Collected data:
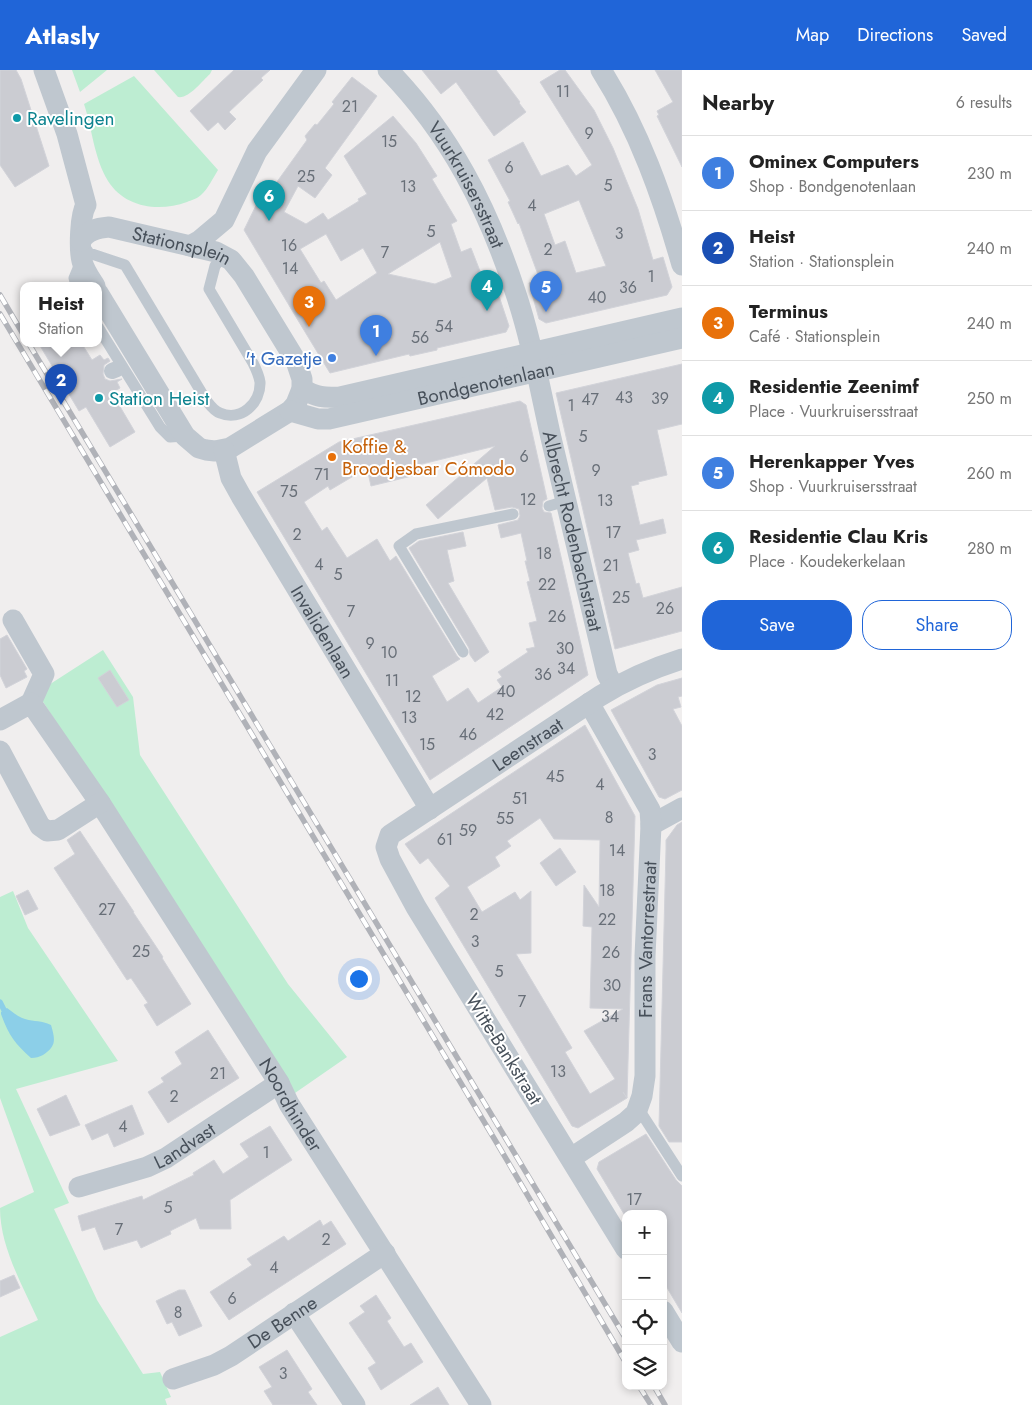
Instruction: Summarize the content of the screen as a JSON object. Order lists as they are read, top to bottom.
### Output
{
  "streets": {
    "street": [
      "Vuurkruisersstraat",
      "Stationsplein",
      "Bondgenotenlaan",
      "Albrecht Rodenbachstraat",
      "Invalidenlaan",
      "Leenstraat",
      "Frans Vantorrestraat",
      "Witte-Bankstraat",
      "Noordhinder",
      "Landvast",
      "De Benne"
    ]
  },
  "crossings": [
    ["Vuurkruisersstraat", "Bondgenotenlaan"],
    ["Vuurkruisersstraat", "Albrecht Rodenbachstraat"],
    ["Stationsplein", "Bondgenotenlaan"],
    ["Bondgenotenlaan", "Albrecht Rodenbachstraat"],
    ["Albrecht Rodenbachstraat", "Leenstraat"],
    ["Invalidenlaan", "Leenstraat"],
    ["Leenstraat", "Frans Vantorrestraat"],
    ["Leenstraat", "Witte-Bankstraat"],
    ["Noordhinder", "Landvast"],
    ["Noordhinder", "De Benne"]
  ],
  "places": [
    "Ravelingen",
    "'t Gazetje",
    "Station Heist",
    "Koffie & Broodjesbar Cómodo"
  ],
  "house_numbers": [
    "11",
    "21",
    "9",
    "15",
    "6",
    "25",
    "5",
    "13",
    "4",
    "5",
    "3",
    "16",
    "2",
    "7",
    "14",
    "1",
    "36",
    "40",
    "54",
    "56",
    "43",
    "39",
    "47",
    "1",
    "5",
    "6",
    "9",
    "71",
    "75",
    "12",
    "13",
    "17",
    "2",
    "18",
    "4",
    "21",
    "5",
    "22",
    "25",
    "26",
    "7",
    "26",
    "9",
    "30",
    "10",
    "34",
    "36",
    "11",
    "40",
    "12",
    "42",
    "13",
    "46",
    "15",
    "3",
    "45",
    "4",
    "51",
    "8",
    "55",
    "59",
    "61",
    "14",
    "18",
    "27",
    "2",
    "22",
    "3",
    "25",
    "26",
    "5",
    "30",
    "7",
    "34",
    "13",
    "21",
    "2",
    "4",
    "1",
    "17",
    "5",
    "7",
    "2",
    "4",
    "6",
    "8",
    "3"
  ],
  "page": {
    "header": "Atlasly",
    "nav": ["Map", "Directions", "Saved"],
    "heading": ["Nearby", "6 results"],
    "list": [
      {
        "mark": "1",
        "name": "Ominex Computers",
        "note": "Shop · Bondgenotenlaan",
        "value": "230 m"
      },
      {
        "mark": "2",
        "name": "Heist",
        "note": "Station · Stationsplein",
        "value": "240 m"
      },
      {
        "mark": "3",
        "name": "Terminus",
        "note": "Café · Stationsplein",
        "value": "240 m"
      },
      {
        "mark": "4",
        "name": "Residentie Zeenimf",
        "note": "Place · Vuurkruisersstraat",
        "value": "250 m"
      },
      {
        "mark": "5",
        "name": "Herenkapper Yves",
        "note": "Shop · Vuurkruisersstraat",
        "value": "260 m"
      },
      {
        "mark": "6",
        "name": "Residentie Clau Kris",
        "note": "Place · Koudekerkelaan",
        "value": "280 m"
      }
    ],
    "pins": [
      "6",
      "4",
      "5",
      "3",
      "1",
      "2"
    ],
    "popup": ["Heist", "Station"],
    "buttons": ["Save", "Share"],
    "map_buttons": ["+", "−"]
  }
}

_TASK BRIEF_
In the copy, leave out the pictures and restate the records exactly.

_ANSWER SECTION_
Instruction: Summarize the content of the screen as a JSON object. Order lists as they are read, top to bottom.
### Output
{
  "streets": {
    "street": [
      "Vuurkruisersstraat",
      "Stationsplein",
      "Bondgenotenlaan",
      "Albrecht Rodenbachstraat",
      "Invalidenlaan",
      "Leenstraat",
      "Frans Vantorrestraat",
      "Witte-Bankstraat",
      "Noordhinder",
      "Landvast",
      "De Benne"
    ]
  },
  "crossings": [
    ["Vuurkruisersstraat", "Bondgenotenlaan"],
    ["Vuurkruisersstraat", "Albrecht Rodenbachstraat"],
    ["Stationsplein", "Bondgenotenlaan"],
    ["Bondgenotenlaan", "Albrecht Rodenbachstraat"],
    ["Albrecht Rodenbachstraat", "Leenstraat"],
    ["Invalidenlaan", "Leenstraat"],
    ["Leenstraat", "Frans Vantorrestraat"],
    ["Leenstraat", "Witte-Bankstraat"],
    ["Noordhinder", "Landvast"],
    ["Noordhinder", "De Benne"]
  ],
  "places": [
    "Ravelingen",
    "'t Gazetje",
    "Station Heist",
    "Koffie & Broodjesbar Cómodo"
  ],
  "house_numbers": [
    "11",
    "21",
    "9",
    "15",
    "6",
    "25",
    "5",
    "13",
    "4",
    "5",
    "3",
    "16",
    "2",
    "7",
    "14",
    "1",
    "36",
    "40",
    "54",
    "56",
    "43",
    "39",
    "47",
    "1",
    "5",
    "6",
    "9",
    "71",
    "75",
    "12",
    "13",
    "17",
    "2",
    "18",
    "4",
    "21",
    "5",
    "22",
    "25",
    "26",
    "7",
    "26",
    "9",
    "30",
    "10",
    "34",
    "36",
    "11",
    "40",
    "12",
    "42",
    "13",
    "46",
    "15",
    "3",
    "45",
    "4",
    "51",
    "8",
    "55",
    "59",
    "61",
    "14",
    "18",
    "27",
    "2",
    "22",
    "3",
    "25",
    "26",
    "5",
    "30",
    "7",
    "34",
    "13",
    "21",
    "2",
    "4",
    "1",
    "17",
    "5",
    "7",
    "2",
    "4",
    "6",
    "8",
    "3"
  ],
  "page": {
    "header": "Atlasly",
    "nav": ["Map", "Directions", "Saved"],
    "heading": ["Nearby", "6 results"],
    "list": [
      {
        "mark": "1",
        "name": "Ominex Computers",
        "note": "Shop · Bondgenotenlaan",
        "value": "230 m"
      },
      {
        "mark": "2",
        "name": "Heist",
        "note": "Station · Stationsplein",
        "value": "240 m"
      },
      {
        "mark": "3",
        "name": "Terminus",
        "note": "Café · Stationsplein",
        "value": "240 m"
      },
      {
        "mark": "4",
        "name": "Residentie Zeenimf",
        "note": "Place · Vuurkruisersstraat",
        "value": "250 m"
      },
      {
        "mark": "5",
        "name": "Herenkapper Yves",
        "note": "Shop · Vuurkruisersstraat",
        "value": "260 m"
      },
      {
        "mark": "6",
        "name": "Residentie Clau Kris",
        "note": "Place · Koudekerkelaan",
        "value": "280 m"
      }
    ],
    "pins": [
      "6",
      "4",
      "5",
      "3",
      "1",
      "2"
    ],
    "popup": ["Heist", "Station"],
    "buttons": ["Save", "Share"],
    "map_buttons": ["+", "−"]
  }
}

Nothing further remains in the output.